Renee Kiff

Find yourself dusting off the books you’ve collected over the years? If you’ve already read them and have a memory issue, you will enjoy them again! I have a friend in Portland, a professor of dentistry, and he purchased a copy of a book he thought he might like, he being a WWII “fan.”
“Fred, did you order this book,” asked Sheila, his wife of 60 plus years?

“Yes,” he answered with some degree of trepidation.
Sheila left the room and returned carrying two other copies of the same book — a book about Auschwitz.
On the other hand, if your memory is exact and complete, the writer Verlyn Klinkenborg, suggests that subsequent readings of favorite books are well worth your time.  He writes that familiarity with the plots and their conclusions present readers with the opportunity to proceed at a slower pace, enjoying the journey.
For some light reading during this somber time, “All Creatures Great and Small,” by James Herriot, is offering the perfect anecdote to the news. So, in the spirit of Doctor Herriot, here is a quite belated report on my world of chickens, of whom I used to often write, as I found them dear little creatures when they weren’t pecking each other and fighting.
Currently, I have one rooster. That’s all. Where did the flock go? Our friend, Hector Alvarez, of Hector’s Honey at the farmers’ markets, arrived on a Monday to catch and release them onto his own farm in Windsor. This was scheduled for a Monday in late October but it was bounced off the calendar due to the Kinkade Fire.
So, in November, before the chickens knew their day would be vastly different than any other in their lives, Hector arrived with a set of cages. He caught every bird by reaching up to the rafters and grabbing their feet. Sometimes he was handing me three or four at a time, feet first, and I had to count the number of feet I held before I could pass them on to Martin and Sarah, who opened the cages and assisted them inside, and then uprighting them.

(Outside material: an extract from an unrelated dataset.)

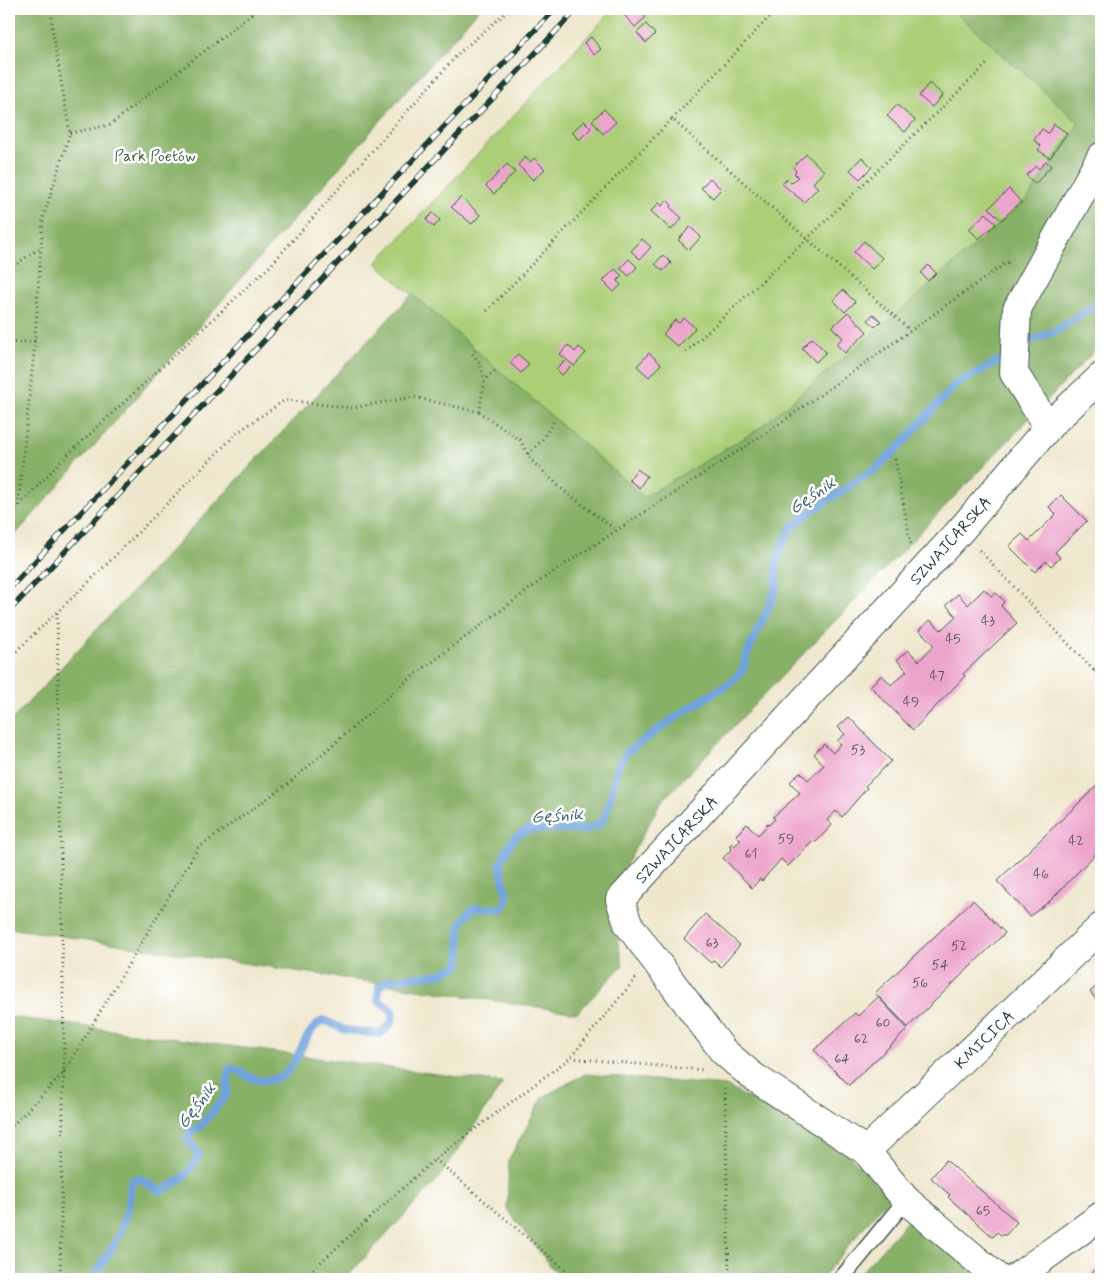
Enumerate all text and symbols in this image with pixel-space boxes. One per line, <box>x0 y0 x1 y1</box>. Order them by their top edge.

When it was all over I was left with two roosters and one little pet hen, Henny Penny, the Aracauna who lived with the sheep. The silence was eery. All day both human and animal were struck by the lack of clucking and activity in the old chicken yard. When we bought our farm, chickens were the first animals we purchased.
Our reason for taking this extreme step was due to my lack of solving rat population control. Every possible means had been tried, from traps, to electrocution, to poison, to giving up and treating them as unwanted guests at the water and feed bowls.
There is no doubt about it, rats are VERY smart, innovative, talented, and to me, somewhat endearing, similar to squirrels, though I concede squirrels don’t bore holes in the wall and take over the kitchen. They had found their perfect home under the chicken coop with water, feed, shelter, safety.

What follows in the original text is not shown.